ESPE Abstracts

Background: NR5A1/SF-1 variants result in a wide range of phenotypes including DSD, male infertility, and primary ovarian insufficiency (POI). Little is known of how NR5A1/SF-1 variants affect puberty in individuals with or without DSD. This study aimed to assess the impact of NR5A1/SF-1 variants on pubertal development and investigate whether abnormal puberty is linked to the severity of DSD in an international cohort with NR5A1/SF-1 variants.

Methods & Patients: Collaborators from 55 centres (I-DSD registry and beyond) provided retrospective data on pubertal development and on DSD phenotype of individuals with NR5A1/SF-1 variants. We classified individuals into four DSD phenotype groups to define the degree of DSD based on the deviation of the external genitalia at birth from the typical phenotype for karyotype. We categorized pubertal development as: normal, abnormal, or unknown. Individuals without spontaneous start of puberty, receiving sex hormones, having Tanner stage outside expected range for the given age, or without having menarche by the age of 15, were classified as having abnormal puberty. For family members, we requested clinicians to indicate pubertal development status directly. (SF1next study group: https://www.dropbox.com/s/wza2bud5naw2ftd/SF1next%20study%20group.pdf?dl=0)
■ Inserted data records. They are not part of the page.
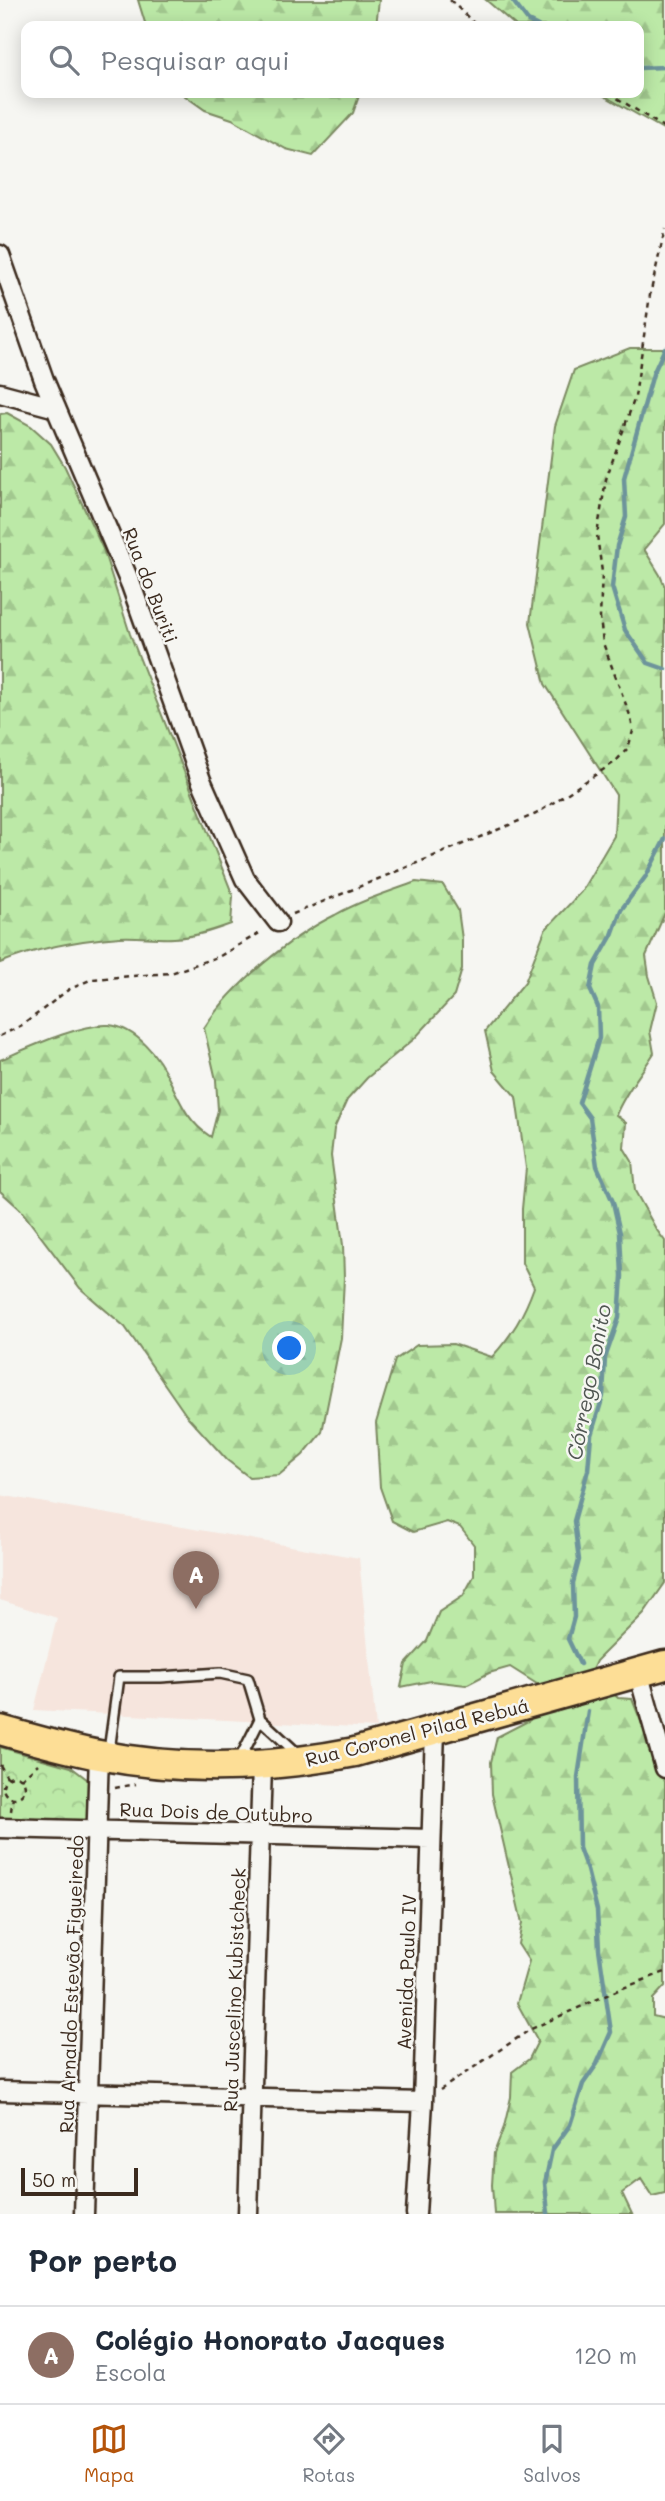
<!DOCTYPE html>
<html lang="pt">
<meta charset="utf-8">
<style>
:root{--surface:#fff;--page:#f6f6f7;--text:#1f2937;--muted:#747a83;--line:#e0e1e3;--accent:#b45309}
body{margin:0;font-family:Mali,sans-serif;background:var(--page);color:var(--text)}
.scale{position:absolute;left:21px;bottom:18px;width:117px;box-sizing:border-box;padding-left:7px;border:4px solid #3b2a1e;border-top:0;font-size:19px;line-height:24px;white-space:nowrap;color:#3b2a1e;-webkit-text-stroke:5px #f6f6f2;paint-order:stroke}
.you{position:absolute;left:290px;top:1349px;width:24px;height:24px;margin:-18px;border:5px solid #fff;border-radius:50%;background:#1a73e8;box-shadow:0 0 0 10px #1a73e833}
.badge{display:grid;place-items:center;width:46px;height:46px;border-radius:50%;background:var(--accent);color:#fff;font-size:23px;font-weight:700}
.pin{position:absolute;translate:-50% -58px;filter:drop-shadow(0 2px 4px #0008)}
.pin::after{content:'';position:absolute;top:37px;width:24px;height:21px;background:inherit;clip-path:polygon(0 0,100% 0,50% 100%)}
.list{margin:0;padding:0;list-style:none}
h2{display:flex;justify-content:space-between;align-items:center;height:91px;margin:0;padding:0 28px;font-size:30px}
h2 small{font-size:23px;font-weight:400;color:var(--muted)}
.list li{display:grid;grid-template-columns:46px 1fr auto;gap:21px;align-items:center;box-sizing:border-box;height:98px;padding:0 28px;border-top:2px solid var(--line)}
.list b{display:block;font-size:26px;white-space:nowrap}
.list p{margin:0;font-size:23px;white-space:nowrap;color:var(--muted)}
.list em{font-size:23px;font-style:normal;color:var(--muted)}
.icon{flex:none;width:38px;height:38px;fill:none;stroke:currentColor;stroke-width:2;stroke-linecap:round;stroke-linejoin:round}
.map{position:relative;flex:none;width:665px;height:2214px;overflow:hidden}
.search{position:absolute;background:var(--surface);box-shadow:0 4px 18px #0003;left:21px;right:21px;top:21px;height:77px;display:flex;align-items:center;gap:18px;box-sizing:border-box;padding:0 24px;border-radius:14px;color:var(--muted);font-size:26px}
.sheet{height:189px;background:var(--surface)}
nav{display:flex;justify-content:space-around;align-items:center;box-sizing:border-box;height:98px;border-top:2px solid var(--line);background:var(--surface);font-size:19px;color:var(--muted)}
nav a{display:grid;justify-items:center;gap:4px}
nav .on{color:var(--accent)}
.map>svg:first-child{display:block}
</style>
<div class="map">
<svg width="665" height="2214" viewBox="0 0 665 2214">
<defs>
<pattern id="forest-firs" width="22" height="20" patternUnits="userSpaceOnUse" patternTransform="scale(1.75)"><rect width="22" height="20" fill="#bce9a7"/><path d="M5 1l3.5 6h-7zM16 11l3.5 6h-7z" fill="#a2c88f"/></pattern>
<pattern id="park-crowns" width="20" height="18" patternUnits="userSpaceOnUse" patternTransform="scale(1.75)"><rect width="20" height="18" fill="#bce9a7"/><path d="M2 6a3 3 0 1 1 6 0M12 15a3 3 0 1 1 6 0" fill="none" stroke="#a2c88f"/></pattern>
</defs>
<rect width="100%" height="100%" fill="#f6f6f2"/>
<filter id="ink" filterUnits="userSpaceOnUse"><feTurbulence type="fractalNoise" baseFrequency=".0143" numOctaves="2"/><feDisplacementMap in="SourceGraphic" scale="14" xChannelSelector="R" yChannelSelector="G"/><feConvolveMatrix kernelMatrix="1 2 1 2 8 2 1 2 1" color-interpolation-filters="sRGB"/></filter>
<g filter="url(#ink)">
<!-- built -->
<path fill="#f6e5dd" d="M0 1495 359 1558 376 1728 34 1710 57 1618 0 1600Z"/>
<!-- forest -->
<path fill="url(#forest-firs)" stroke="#7c8a62" stroke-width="2" d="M138 0H379L376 26H146Z
M486 0H665V130L599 93H639V26H516Z
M181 93H360L353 113 313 156 286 149 232 119 205 110Z
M630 348H665V524L644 549 660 575 665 587V913L646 956 649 976 657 1002 650 1031 654 1053C641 1074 625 1092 616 1115L626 1123 624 1148 632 1161 635 1191 656 1229 665 1241V1583L644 1613 596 1661 586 1683 548 1691 510 1667 489 1673 466 1685 431 1681 401 1687 406 1664 427 1641 439 1612 463 1596 474 1576V1545L460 1527 447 1522 413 1532 392 1521 380 1487 376 1423 395 1360 417 1345 453 1344 492 1357C512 1335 524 1315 534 1287L522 1263V1209L526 1168 516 1097 494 1071 485 1031 525 982 545 930 581 892 614 836 616 795 545 684 530 623 555 426 574 370Z
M7 413 31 426 51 444 65 467 103 549 130 634 233 896 231 924C212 931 194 937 174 938 156 939 138 936 120 937 80 940 37 948 0 963V414Z
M416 882 443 885 458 910 462 939V969L454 996 414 1039 367 1078 347 1100 334 1129 331 1156 343 1245 344 1278 341 1338 322 1432 303 1455 279 1475 249 1477 227 1460 186 1415 125 1327 80 1288 20 1209 0 1191V1060C26 1049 81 1023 109 1025 137 1028 159 1057 170 1081 181 1104 189 1123 211 1137L218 1110 216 1080 204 1028C231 986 290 937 335 915 360 901 388 892 416 882Z
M606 1687 618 1698 632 1699 665 1782V1986L653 1999V2016L665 2019V2193L652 2196 641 2179 622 2193 632 2214H494L492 2185 494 2153 504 2127 511 2097 512 2072 529 2059 538 2041 517 2003 529 1961 518 1944 522 1923 492 1794 491 1762 497 1737 530 1720 535 1704Z"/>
<!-- park -->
<path fill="url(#park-crowns)" stroke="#7c8a62" stroke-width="2" d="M0 1747 71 1767 88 1780 87 1824 0 1821Z"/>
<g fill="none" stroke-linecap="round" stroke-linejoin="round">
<!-- stream -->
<path stroke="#6d949b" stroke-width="4.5" d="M512 0 528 21 538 26
M639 68 665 67
M665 348 653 374 624 478 626 517 617 546 612 587 625 630 648 663 665 669
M580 1664 568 1639 574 1617 573 1583 579 1560 574 1521 588 1470 591 1435 603 1396 605 1358 619 1318 622 1276 620 1233 613 1202 597 1166 590 1118 579 1103 599 1038 598 1007 590 989 595 965 612 935 621 910 646 876 665 839
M548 2214 545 2183 552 2150 570 2125 583 2084 597 2064 611 2032 599 1949 597 1910 587 1870 579 1848 578 1777 588 1711"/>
<!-- lane casing -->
<g stroke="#3b2a1e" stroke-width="14">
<path id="lane" d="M109 1751 119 1677H161L220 1673 248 1679 260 1719 300 1756
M239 1761 260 1719"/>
</g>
<!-- street casing -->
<g stroke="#3b2a1e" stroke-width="23">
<path id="street" d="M0 255 44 380 131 585 201 780 245 879 278 922
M0 393 56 408
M638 1672 665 1768
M0 1828 431 1839
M0 2091 423 2102
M84 2214 99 1755
M248 2214 262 1766
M416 2214 423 2102 435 1730"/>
</g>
<!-- primary casing -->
<g stroke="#3b2a1e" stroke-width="33">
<path id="primary" d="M0 1730C33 1739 66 1749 99 1755 186 1772 269 1769 355 1752L665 1665"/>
</g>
<!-- path -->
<path stroke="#3b2a1e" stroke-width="2.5" stroke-dasharray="5 5" stroke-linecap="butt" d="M450 0 477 26
M609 93 665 128
M293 914 536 814 615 762 628 748 633 731 631 718 603 643 600 618 602 572 597 535 606 479 635 397 650 295 665 229
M0 1036 24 1024 68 990 92 979 171 973 220 956 263 931
M0 1765 7 1777
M3 1787a11 11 0 1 1 22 0a11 11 0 1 1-22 0Z
M21 1779 38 1764
M115 1788 136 1784
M11 1811 13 1797
M440 2090 531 2029 618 1990 665 1972"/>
<!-- lane -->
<use href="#lane" stroke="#f6f6f2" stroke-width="9"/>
<!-- street -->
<use href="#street" stroke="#f6f6f2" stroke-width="18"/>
<!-- primary -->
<use href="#primary" stroke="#fdde96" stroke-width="28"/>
</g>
</g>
<g text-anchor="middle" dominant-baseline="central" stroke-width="5" stroke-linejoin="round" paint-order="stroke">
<!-- street labels -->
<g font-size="19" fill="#3b2a1e" stroke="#f6f6f2">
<text transform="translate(151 585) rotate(69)">Rua do Buriti</text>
<text transform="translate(417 1732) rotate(-14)">Rua Coronel Pilad Rebuá</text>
<text transform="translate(216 1812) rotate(2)">Rua Dois de Outubro</text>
<text transform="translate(406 1972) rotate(-88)">Avenida Paulo IV</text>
<text transform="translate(71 1984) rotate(-88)">Rua Arnaldo Estevão Figueiredo</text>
<text transform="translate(234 1990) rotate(-88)">Rua Juscelino Kubistcheck</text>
</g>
<!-- water labels -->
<g font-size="21" font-style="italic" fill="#505652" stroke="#f6f6f2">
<text transform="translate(588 1382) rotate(-79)">Córrego Bonito</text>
</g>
</g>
</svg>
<div class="scale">50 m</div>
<div class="you"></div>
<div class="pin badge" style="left:196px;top:1609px;background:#8d6e63">A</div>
<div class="search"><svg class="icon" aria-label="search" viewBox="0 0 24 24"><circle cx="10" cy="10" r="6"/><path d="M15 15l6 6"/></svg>Pesquisar aqui</div>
</div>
<section class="sheet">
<h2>Por perto<small></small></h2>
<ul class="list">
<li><span class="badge" style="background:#8d6e63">A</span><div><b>Colégio Honorato Jacques</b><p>Escola</p></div><em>120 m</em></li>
</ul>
</section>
<nav>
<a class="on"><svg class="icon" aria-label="map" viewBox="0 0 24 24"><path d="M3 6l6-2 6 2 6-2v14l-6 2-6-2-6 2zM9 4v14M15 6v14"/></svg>Mapa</a>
<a><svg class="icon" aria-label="directions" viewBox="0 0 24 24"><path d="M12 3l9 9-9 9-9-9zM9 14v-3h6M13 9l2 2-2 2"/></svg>Rotas</a>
<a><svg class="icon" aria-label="saved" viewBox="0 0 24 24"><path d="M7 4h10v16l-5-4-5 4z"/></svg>Salvos</a>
</nav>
Results: Data on pubertal development were available for 112 individuals. Among them, 68% had a 46,XY karyotype, 30% had a 46,XX karyotype, and 2% had a 47,XXY or 47,XYY karyotype. Out of the 112 individuals, 57 (51%) had a DSD and five had POI. Sixty-two individuals (38 46,XY and 24 46,XX) had normal puberty, out of which 81% did not have a DSD (26 46,XY and 24 46,XX), 11% (7 46,XY) had a mild DSD phenotype and 8% (5 46,XY) had a severe DSD phenotype. Abnormal puberty was observed in 50 individuals, of which 45 had a DSD, with 60% had an opposite sex DSD phenotype (25 46,XY and 2 47,XYY or 47,XYY), 36% had a severe DSD phenotype (13 46,XY and 3 46,XX), and 4% had a typical phenotype (2 46,XX). 71 individuals of the SF1next study cohort were too young to assess puberty.

Conclusion: Individuals with NR5A1/SF-1 variants and a DSD are likely to manifest with an abnormal pubertal development compared to those without a DSD. Individuals with opposite sex DSD phenotype have abnormal puberty, while individuals with a mild DSD phenotype have normal pubertal development. Further studies in individuals with NR5A1/SF-1 variants without DSD are required to investigate whether NR5A1/SF-1 variants contribute to (minor) anomalies of pubertal development or fertility and reproduction in the general population.